Amandola was born in Astoria, Queens, New York, and was raised in Babylon, Long Island. He attended the University of Buffalo, the State University of New York, majoring in psychology.
Upon following the call to obey Jesus Christ, Amandola attended Pheonix Seminary School in Arizona, where he obtained his Master’s in divinity. While attending school Amandola helped out with neighboring high school ministries. After 15 years of being involved in high school and college ministries he and his family decided to return to his roots of Long Island.
“I love Long Island,” Amandola said. “I have been to a dozen countries and 46 states, and to me, Long Island is the best and most beautiful place in the world! I have always had a burden to make a difference on Long Island. I long felt that there was a great shortage of churches here that are gracious, multi-ethnic, gospel-centered, and that believed in doing justice.”
After packing up and moving to Long Island with his wife Caryn and his three sons, Amandola met Justin and Sherry Varughese. The Varugheses helped found and fund the church that is now known as Lighthouse Community Church. The name Lighthouse was chosen because is relevance and meaning to the community. Lighthouses once helped sailors find their way home and will now, Armandola and the church hope, help churchgoers find their way to God.
Amandola said the Lighthouse Community Church’s goal is to “reproduce many gracious communities of followers of Jesus throughout Long Island. We dream that they will be a benefit to their neighborhoods and townships, and that Long Islanders will see the character of Jesus though our lives.”

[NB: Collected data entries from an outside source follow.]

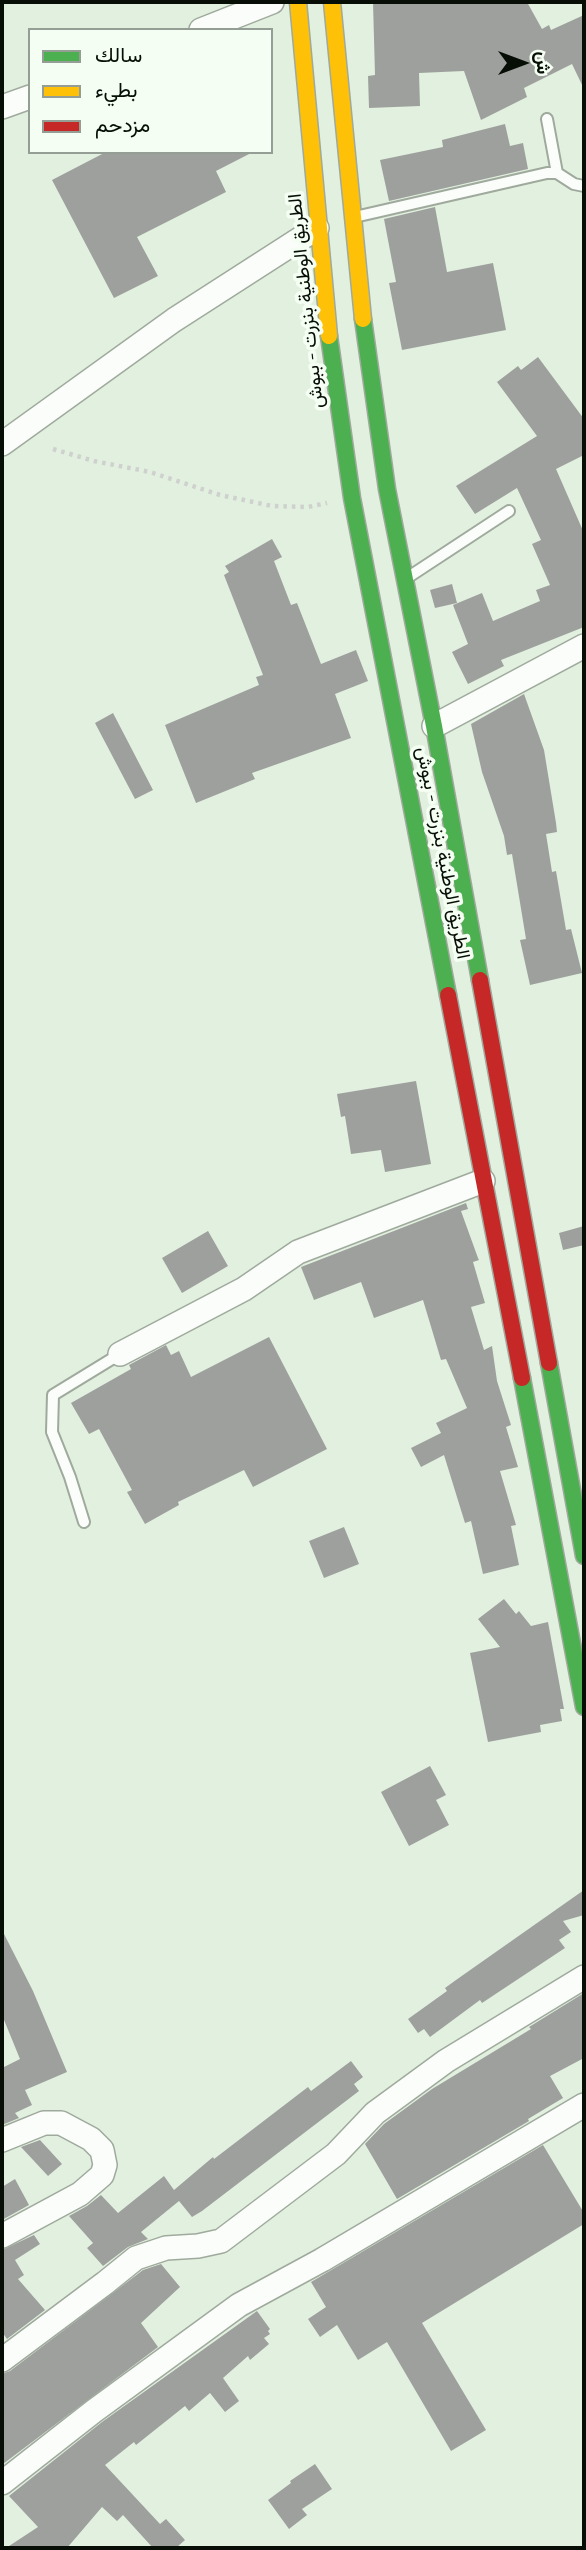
<!DOCTYPE html>
<meta charset="utf-8">
<style>
body{margin:0}
#map{position:relative;width:586px;height:2550px;overflow:hidden;background:#e2f0df;font-family:Raleway,Vazirmatn,sans-serif}
canvas{display:block}
.frame{position:absolute;inset:0;border:4px solid #060e05;pointer-events:none}
.legend{position:absolute;left:28px;top:28px;width:245px;height:126px;box-sizing:border-box;background:#f5fef3;border:2px solid #959e94;margin:0;padding:9px 12px;list-style:none;font-size:21px;color:#060e05}
.legend li{display:flex;align-items:center;gap:14px;height:35px}
.legend b{width:35px;border:2px solid #959e94}
.north{position:absolute;left:488px;top:28px;width:70px;height:70px;-webkit-text-stroke:5px #f5fef3;paint-order:stroke;rotate:90deg;font-size:19px;font-weight:700;line-height:28px;text-align:center;color:#060e05}
.north::after{content:'';display:block;margin:auto;width:24px;height:32px;background:#060e05;clip-path:polygon(50% 0,100% 100%,50% 72%,0 100%)}
</style>
<div id="map">
<canvas width="586" height="2550"></canvas>
<div class="frame"></div>
<ul class="legend">
<li><b style="height:9px;background:#4caf50"></b>سالك</li>
<li><b style="height:9px;background:#ffc107"></b>بطيء</li>
<li><b style="height:9px;background:#c62828"></b>مزدحم</li>
</ul>
<div class="north">ش</div>
</div>
<script>
const context = document.querySelector('canvas').getContext('2d');
context.lineJoin = 'round';
function fillPath(path, color) {
  context.fillStyle = color;
  context.fill(path, 'evenodd');
}
function poly(rows) {
  const path = new Path2D();
  for (const r of rows) {
    path.moveTo(r[0], r[1]);
    for (let i = 2; i < r.length; i += 2) path.lineTo(r[i], r[i + 1]);
  }
  return path;
}
function trace(path, color, width, dash) {
  context.strokeStyle = color;
  context.lineWidth = width;
  context.lineCap = dash ? 'butt' : 'round';
  context.setLineDash(dash || []);
  context.stroke(path);
}
function write(font, color, halo, rows, align = 'center') {
  context.font = font + ' Raleway,Vazirmatn,sans-serif';
  context.lineWidth = 7;
  context.setLineDash([]);
  context.textBaseline = 'middle';
  context.strokeStyle = halo;
  context.fillStyle = color;
  for (const [text, x, y, turn = 0] of rows) {
    context.save();
    context.translate(x, y);
    context.rotate((+turn || 0) * Math.PI / 180);
    context.textAlign = isNaN(turn) ? turn : align;
    if (halo) context.strokeText(text, 0, 0);
    context.fillText(text, 0, 0);
    context.restore();
  }
}
const building = poly([
 [373,2,527,2,542,29,549,25,551,30,584,15,584,89,572,64,524,88,527,97,481,120,464,71,419,73,420,106,369,108,368,76,375,75],
 [505,124,510,146,523,143,528,169,389,201,380,160,443,147,442,140],
 [106,152,253,152,216,171,226,192,137,237,158,276,114,298,52,180],
 [435,207,447,272,493,263,506,330,402,350,389,283,396,282,384,219],
 [538,357,584,419,584,455,556,469,584,533,584,627,501,660,504,666,468,684,452,652,468,644,453,605,482,593,493,621,540,601,536,590,550,585,532,544,541,540,517,488,475,514,456,486,537,436,497,382,518,366,521,370],
 [272,539,282,557,274,561,291,605,297,603,321,664,356,650,368,681,335,694,351,738,252,773,255,779,196,803,165,725,259,685,256,677,263,675,224,575,229,572,225,566],
 [452,584,457,603,435,608,430,590],
 [524,694,544,750,556,823,557,832,546,834,552,872,556,871,566,930,571,929,582,973,530,985,520,940,526,939,512,854,507,855,504,836,482,772,471,724],
 [113,713,153,790,135,799,95,723],
 [416,1081,431,1164,385,1172,381,1150,351,1154,345,1116,341,1117,337,1094],
 [466,1203,468,1209,461,1211,478,1258,479,1260,473,1262,485,1303,471,1307,484,1350,492,1346,497,1381,511,1425,506,1427,518,1467,500,1471,516,1525,511,1526,519,1565,483,1574,471,1521,465,1523,444,1455,421,1467,411,1448,441,1433,436,1423,467,1408,446,1359,441,1360,423,1300,374,1318,361,1282,314,1300,301,1267],
 [584,1226,584,1245,563,1250,559,1233],
 [208,1231,228,1266,182,1293,162,1258],
 [269,1337,327,1449,253,1487,244,1470,178,1502,179,1505,145,1524,127,1492,132,1490,99,1429,89,1434,71,1403,131,1369,129,1365,166,1345,171,1355,179,1351,191,1377],
 [344,1527,359,1564,324,1578,309,1541],
 [504,1599,516,1614,519,1611,531,1626,548,1622,564,1709,560,1709,562,1721,540,1725,541,1732,488,1742,470,1653,500,1647,478,1619],
 [430,1766,446,1795,436,1800,449,1825,409,1846,381,1792],
 [584,1890,584,1915,563,1921,571,1932,559,1940,565,1948,482,2003,480,2000,430,2037,424,2029,418,2033,408,2019,447,1991,445,1988,456,1980],
 [2,1930,33,1991,67,2072,25,2090,32,2105,15,2113,19,2118,2,2125,2,2068,20,2059,2,2015],
 [584,1993,584,2058,550,2076,563,2098,528,2119,529,2121,397,2199,365,2144,384,2124,432,2089,531,2029,529,2027],
 [351,2061,363,2077,354,2084,359,2091,202,2211,192,2217,179,2201,141,2232,148,2239,128,2247,103,2266,87,2248,93,2243,69,2216,87,2206,101,2195,118,2213,164,2176,174,2190,213,2157,214,2159,308,2087,311,2091],
 [40,2140,62,2164,48,2176,21,2147],
 [543,2145,584,2213,584,2224,422,2323,486,2430,451,2451,387,2342,358,2360,337,2325,320,2337,308,2319,326,2307,311,2282],
 [15,2179,29,2205,2,2220,2,2187],
 [34,2235,40,2244,15,2260,24,2275,18,2279,45,2310,7,2339,2,2332,2,2250],
 [161,2264,180,2287,141,2323,158,2347,3,2464,2,2374,10,2371,143,2270],
 [257,2311,270,2329,268,2331,270,2334,264,2338,269,2344,250,2360,248,2356,223,2378,239,2401,225,2412,210,2393,189,2411,185,2406,136,2445,134,2442,105,2465,160,2524,166,2519,185,2540,176,2548,153,2548,123,2515,117,2521,102,2507,67,2548,6,2548,38,2527,9,2496,102,2422],
 [315,2464,332,2489,302,2509,307,2515,289,2529,268,2500,291,2483,290,2481]
]);
const path = poly([
 [53,449,94,461,150,472,220,495,272,506,308,507,327,503]
]);
const lane = poly([
 [547,119,557,173],
 [359,216,547,173,557,173,574,184,584,186],
 [410,576,509,511],
 [84,1522,70,1477,52,1432,53,1395,120,1354]
]);
const street = poly([
 [201,30,272,2],
 [2,107,30,97],
 [2,444,174,320,317,228],
 [434,726,584,646],
 [120,1354,244,1289,298,1252,483,1181],
 [2,2140,44,2123,61,2123,91,2139,102,2150,105,2165,102,2175,80,2194,2,2236],
 [2,2360,105,2283,136,2258,166,2248,198,2246,221,2241,336,2154,375,2113,446,2061,584,1977],
 [2,2483,94,2411,239,2305,322,2260,584,2105]
]);
const fast = poly([
 [363,319,387,489,434,726,480,980],
 [329,336,352,498,448,995],
 [549,1363,584,1556],
 [522,1378,584,1707]
]);
const slow = poly([
 [298,2,329,336],
 [332,2,363,319]
]);
const jam = poly([
 [480,980,549,1363],
 [448,995,522,1378]
]);
const streetNames = [
 ["الطريق الوطنية بنزرت - ببوش",306,301,-96],
 ["الطريق الوطنية بنزرت - ببوش",443,853,79]
];
fillPath(building, '#9ea09d');
trace(lane, '#9faa9d', 14);
trace(street, '#9faa9d', 26);
trace(fast, '#9faa9d', 19);
trace(slow, '#9faa9d', 19);
trace(jam, '#9faa9d', 19);
trace(path, '#ced1cd', 4.5, [3.5, 5]);
trace(lane, '#fbfdfa', 10);
trace(street, '#fbfdfa', 23);
trace(fast, '#4caf50', 16);
trace(slow, '#ffc107', 16);
trace(jam, '#c62828', 16);
write('19px', '#060e05', '#f5fef3', streetNames);
</script>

The church has made an impact on the Hofstra community, much as it makes an impact on Long Island. Amandola and other members of the church offer rides every Sunday for students to attend a Christian service.
The transportation of students started with an original member of the church who was a Hofstra Student, who invited fellow students to attend church.
“[The church community] made an intentional effort to welcome them,” said Amandola. “We starting having outings and inviting them to our home for home-cooked Italian meals. The rest is history.”
Amandola is adamant that Hofstra students are a great part of the Lighthouse community.
“They are extremely enjoyable to associate with,” he said. “They are intelligent, driven and ambitious. We are happy that we have many friends from the student body. What I love most is the energy and life they bring to our congregation.”
Hofstra students also feel the same way about Amandola and the church.
“Personally Lighthouse is a family away from family,” said Li Wang, a graduate student. “They ask you how you are, not our of courtesy, but because they care; and the next time they see you they remember you.”
Other students agree with Wang.
“Amandola breaks the stereotype of New Yorkers being cold,” undergraduate Faith Rialem said. “He is just so loving and so caring.”
Rialem has attended LCC for a little over the year, and praises it for its diversity.
Hofstra staff members also notice Amandola’s efforts.
“He has a great talent in reaching out and really showing the love of God in a tangible and practical ways,” said Director of Hofstra University Intervarsity Janine Hackman.
Amandola appreciates the love he feels from the Hofstra community for what he feels is his calling in life. Although he feels that he has made progress in his community he still has goals for the future.